In 2003, we studied 32 rural patients from the poorest regions in Mthatha (South Africa), diagnosed as epilepsy due to NCC presenting PNES. We found that the common clinical characteristics of this series and its psychological profile were duration of events, history of sexual abuse in females, absent of focal neurological signs, vocalization in the middle of the seizures, and lack of postictal symptoms were very useful for its differential diagnosis and the possible difference between the clinical features and psychological profile of those patients and others without PNES. Finally, some advices for the management of this condition by family doctors were delivered [13].

As mentioned [1416], PNES are sudden changes in behavior that resemble epileptic attack but lack organic cause and are also known by conversion seizures, dissociative seizures, hysterical seizures, psychogenic seizures, and nonepileptic seizures.
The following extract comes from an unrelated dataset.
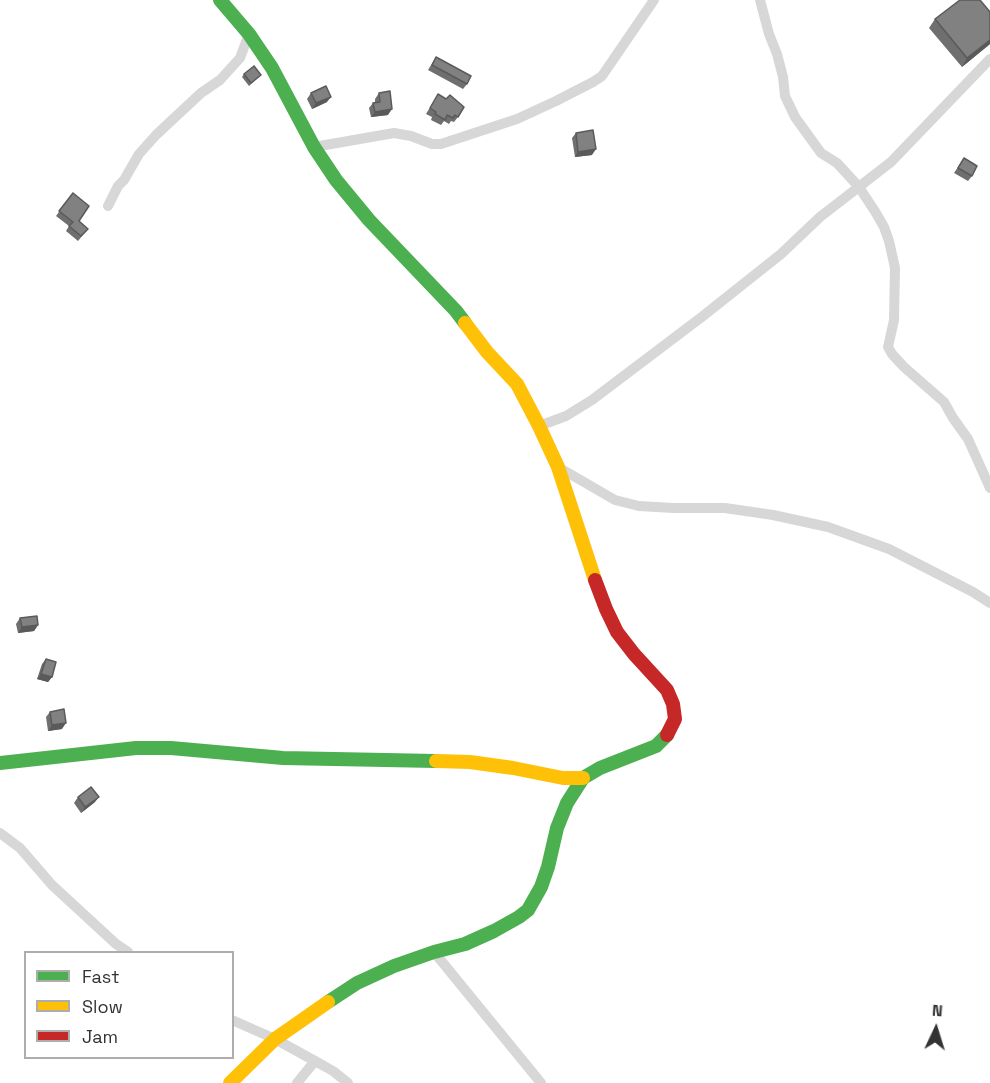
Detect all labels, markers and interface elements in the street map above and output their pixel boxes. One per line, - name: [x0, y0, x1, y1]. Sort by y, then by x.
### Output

They are quite often misdiagnosed and represent the opposite end of the spectrum from seizures that mimic psychiatric disorders without organic cause and an expected EEG changes. Accurately distinguishing PNES from EP and other illnesses is difficult because of the breadth and overlap of symptoms seen in each condition and the frequent co-occurrence of PNES and epilepsy [14].

There is a general consensus about subjects with PNES that exhibited trauma-related profiles which differed significantly from those of epileptic comparison subjects and closely resembled those of individuals with a past medical history of traumatic experiences [1517]. As we published, PNES patients frequently report a history of physical and sexual abuse, and traumatic experience is considered part of the mechanism for producing dissociation and may be a manifestation of dissociative disorders, especially when a history of sexual or physical abuse is documented [18]. In our region, sexual abuse is more frequently seen among members of the same family.

At the present moment, there exists a controversy regarding the significance of dissociation and conversion in the pathogenesis of PNES. Soon after the elimination of the term “hysterical neurosis” from the current diagnostic systems, these kinds of seizures were diagnosed as either Dissociative Disorders (ICD-10) or in the DSM IV as Somatoform disorder, most often conversion type.

“The significantly higher incidence of dissociation in the patients with PNES suggests dissociation in the pathogenesis of these seizures” [13].

Significant advances have been made in the diagnosis and treatment of epilepsy before 2003. With the introduction of vEEG monitoring, physicians are now able to reliably differentiate epilepsy from other conditions that can mimic it, including PNES. Many new AEDs have become available in recent years. The ketogenic diet is another treatment option in certain types of epilepsy and the vagus nerve stimulator, approved in 1997, represents another treatment modality for refractory epilepsy, and finally epilepsy surgery is an effective treatment for those patients with uncontrolled epilepsy.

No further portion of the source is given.